# Data extract:
:::

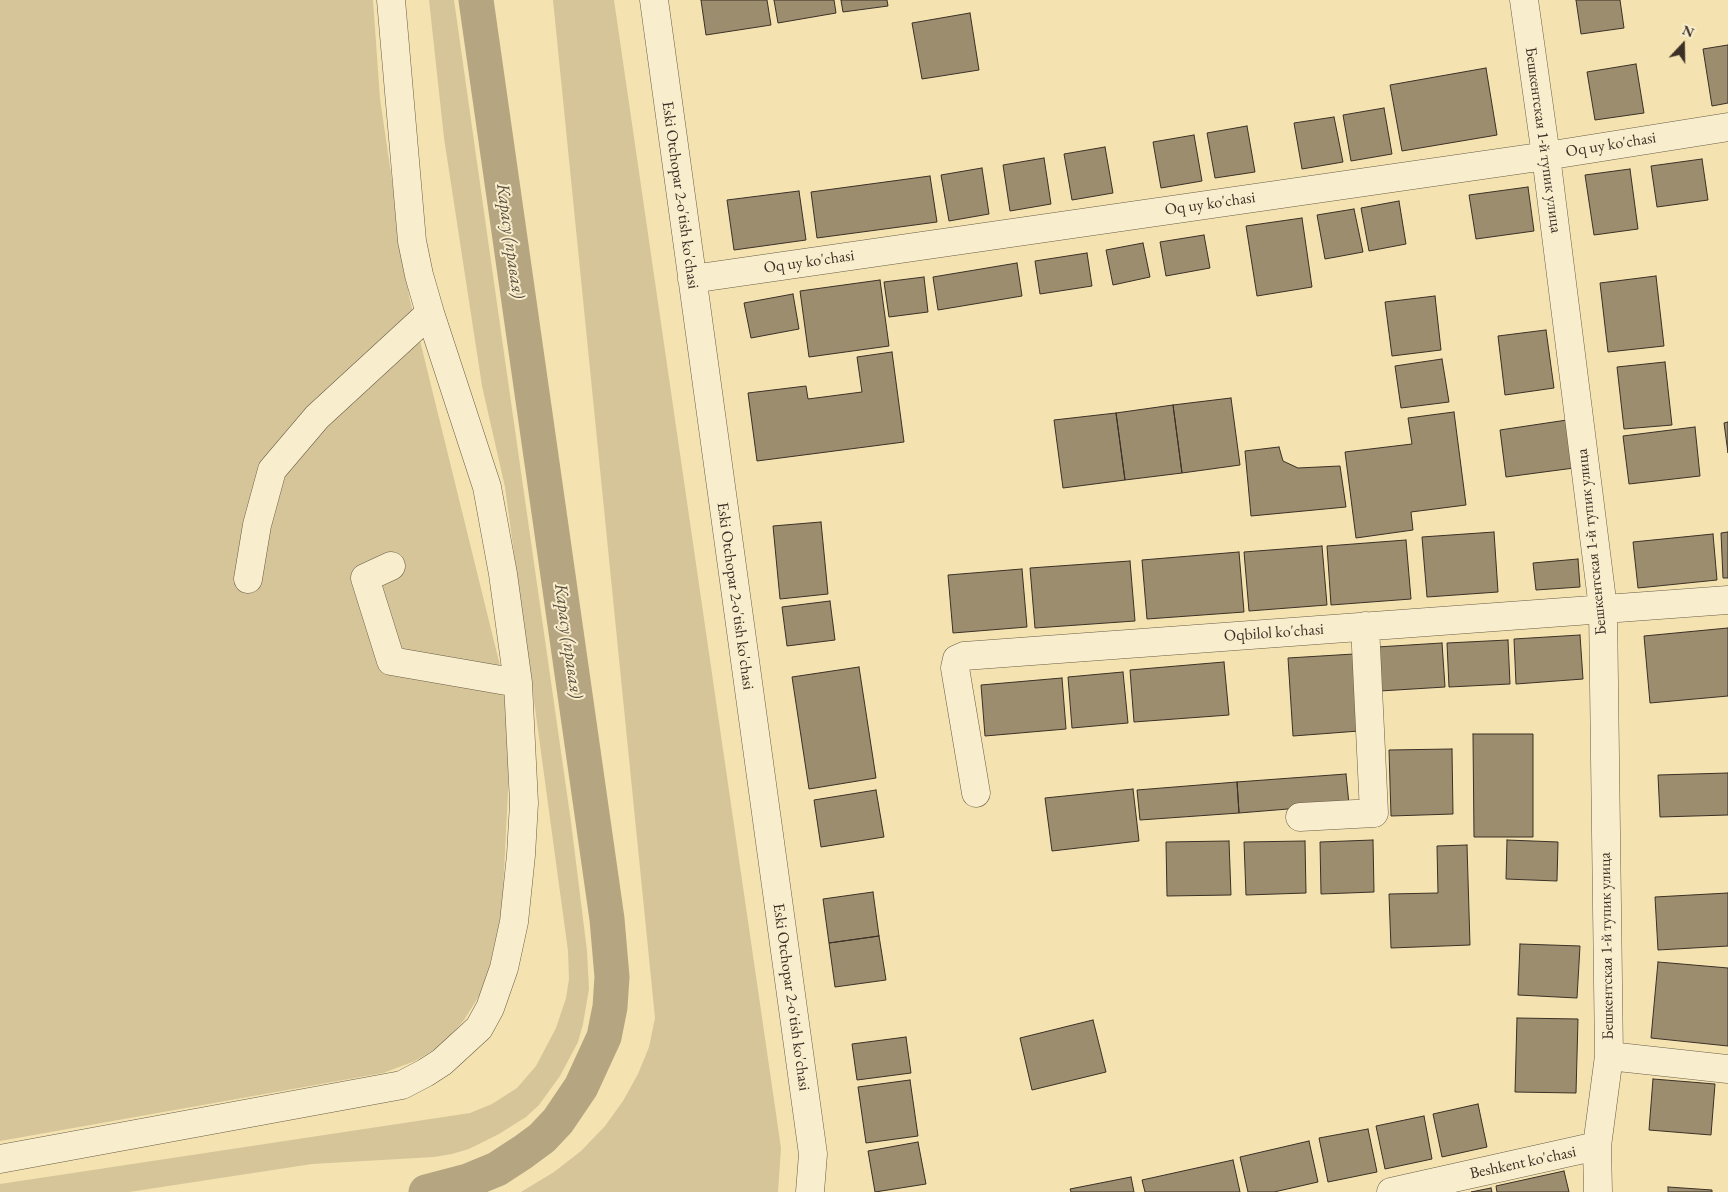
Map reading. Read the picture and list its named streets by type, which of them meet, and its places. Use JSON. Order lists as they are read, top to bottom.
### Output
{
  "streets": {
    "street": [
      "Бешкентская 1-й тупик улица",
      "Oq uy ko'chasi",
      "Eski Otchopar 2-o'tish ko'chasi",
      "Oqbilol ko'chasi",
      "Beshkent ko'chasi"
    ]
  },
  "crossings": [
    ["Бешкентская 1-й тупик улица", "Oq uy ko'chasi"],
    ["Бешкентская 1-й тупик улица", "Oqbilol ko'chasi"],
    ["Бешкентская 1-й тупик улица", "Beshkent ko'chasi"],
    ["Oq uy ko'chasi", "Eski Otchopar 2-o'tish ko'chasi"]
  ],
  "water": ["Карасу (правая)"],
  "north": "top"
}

:::

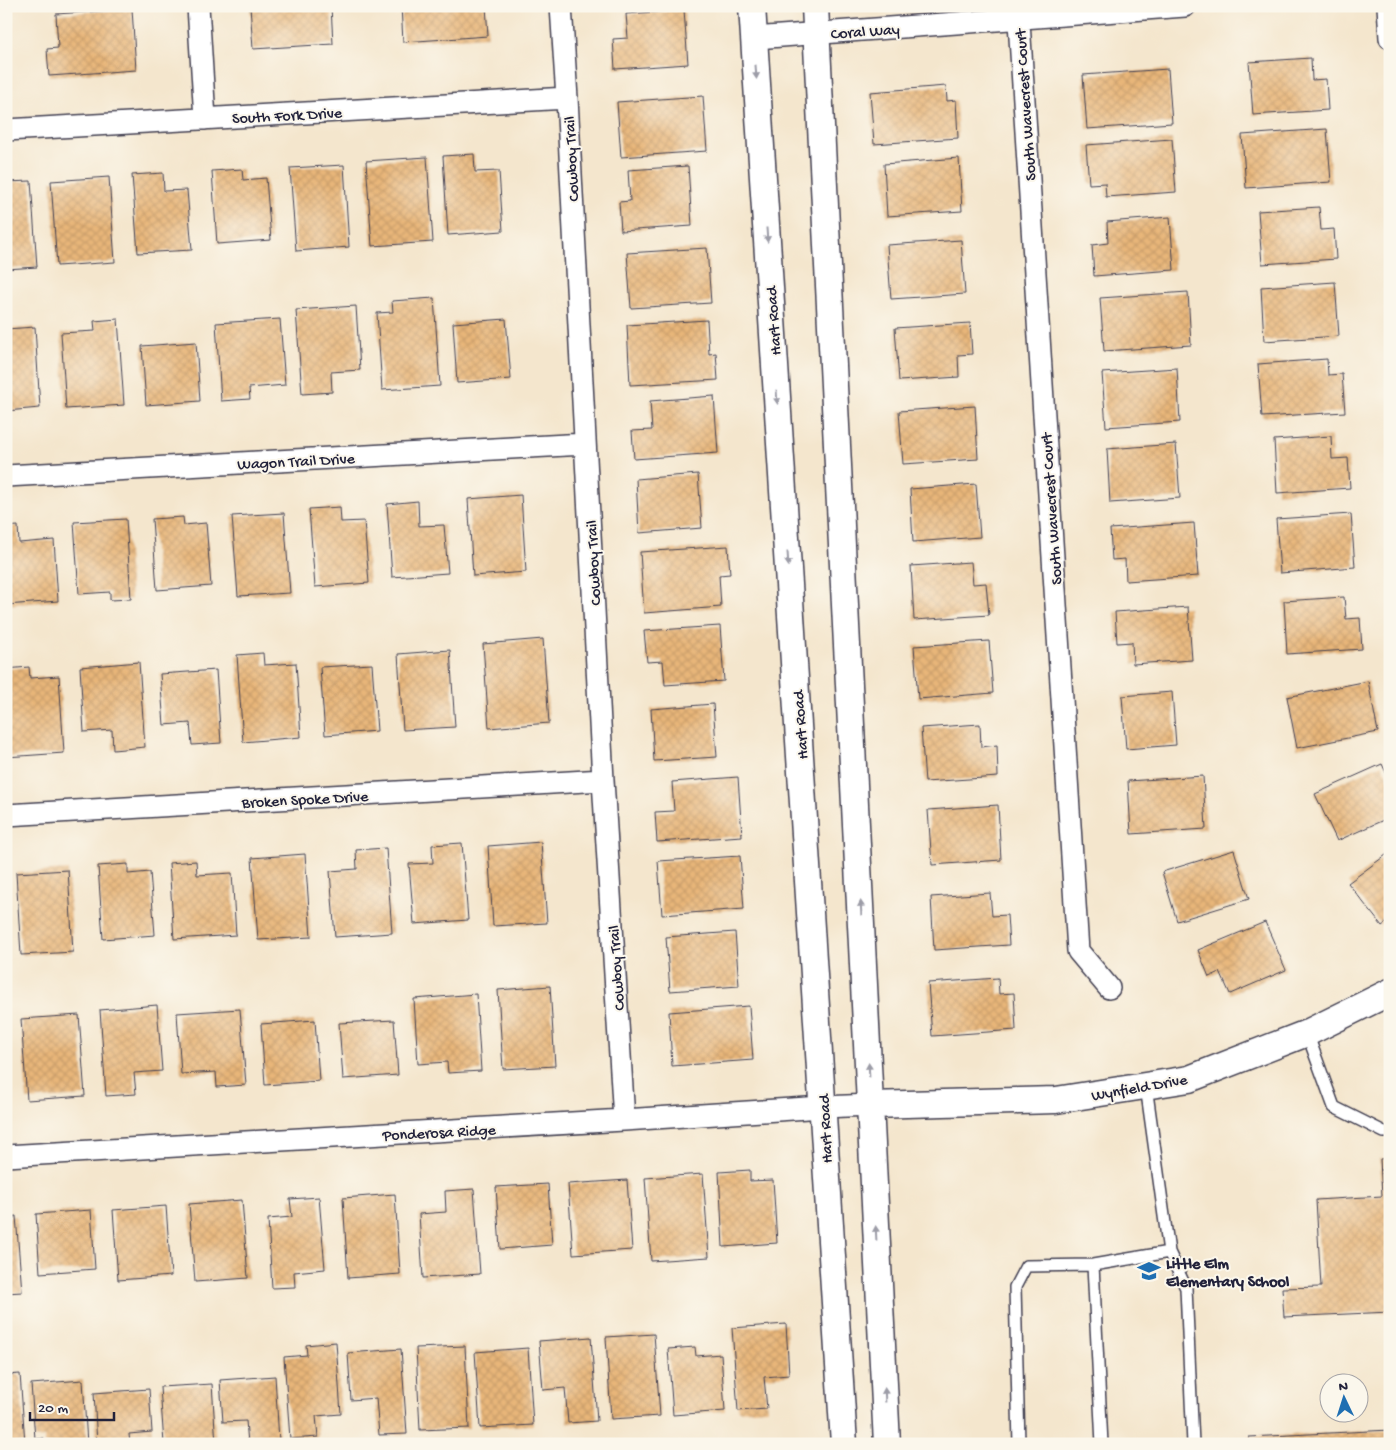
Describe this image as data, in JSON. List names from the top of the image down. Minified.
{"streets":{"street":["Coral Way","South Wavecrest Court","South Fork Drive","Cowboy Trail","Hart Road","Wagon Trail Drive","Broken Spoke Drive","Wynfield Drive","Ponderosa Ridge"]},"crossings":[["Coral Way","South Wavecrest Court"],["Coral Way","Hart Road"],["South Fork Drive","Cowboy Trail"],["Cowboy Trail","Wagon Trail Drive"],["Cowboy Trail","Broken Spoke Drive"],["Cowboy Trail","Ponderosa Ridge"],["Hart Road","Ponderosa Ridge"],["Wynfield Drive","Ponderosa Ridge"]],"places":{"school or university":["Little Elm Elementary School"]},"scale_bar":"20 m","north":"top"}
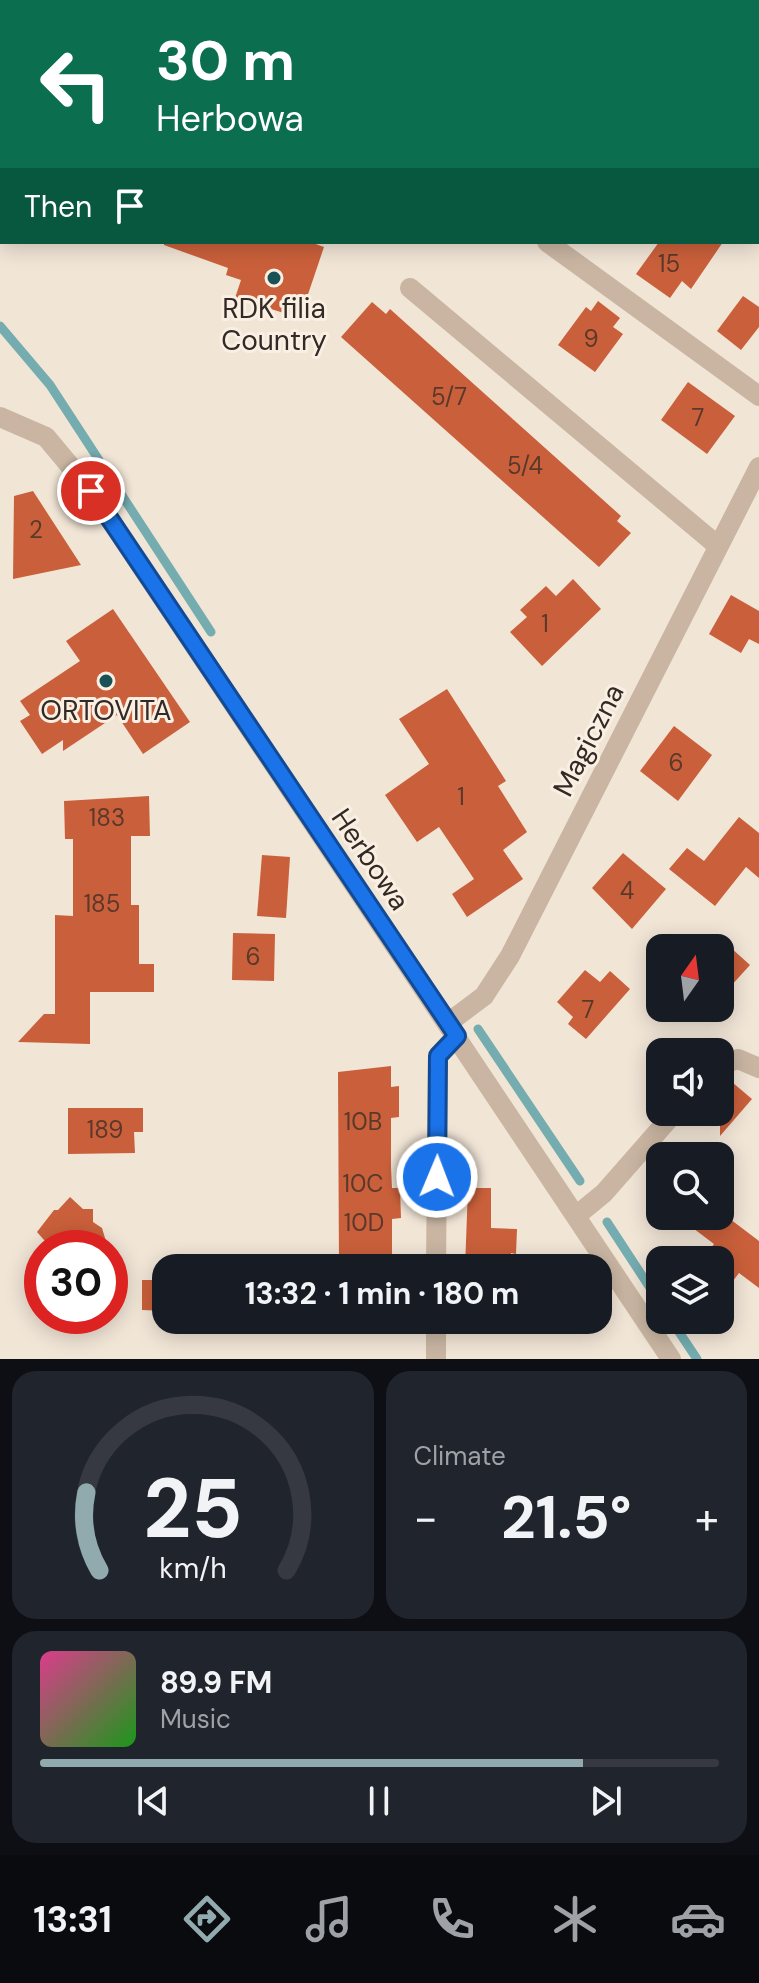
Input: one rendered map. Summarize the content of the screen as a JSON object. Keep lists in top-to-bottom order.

:::

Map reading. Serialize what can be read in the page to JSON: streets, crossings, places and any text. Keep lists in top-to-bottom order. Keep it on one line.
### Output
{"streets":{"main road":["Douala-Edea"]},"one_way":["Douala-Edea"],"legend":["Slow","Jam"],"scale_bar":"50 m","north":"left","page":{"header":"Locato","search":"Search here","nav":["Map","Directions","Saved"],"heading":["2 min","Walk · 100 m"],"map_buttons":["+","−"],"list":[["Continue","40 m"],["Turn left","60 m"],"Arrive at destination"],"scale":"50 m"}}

:::

Wherever the word "read" appears in a line of the data above, copy that line.

# Solution to this problem:
Map reading. Read the picture and list its named streets by type, which of them meet, and its places. Use JSON. Order lists as they are read, top to bottom.
Map reading. Serialize what can be read in the page to JSON: streets, crossings, places and any text. Keep lists in top-to-bottom order. Keep it on one line.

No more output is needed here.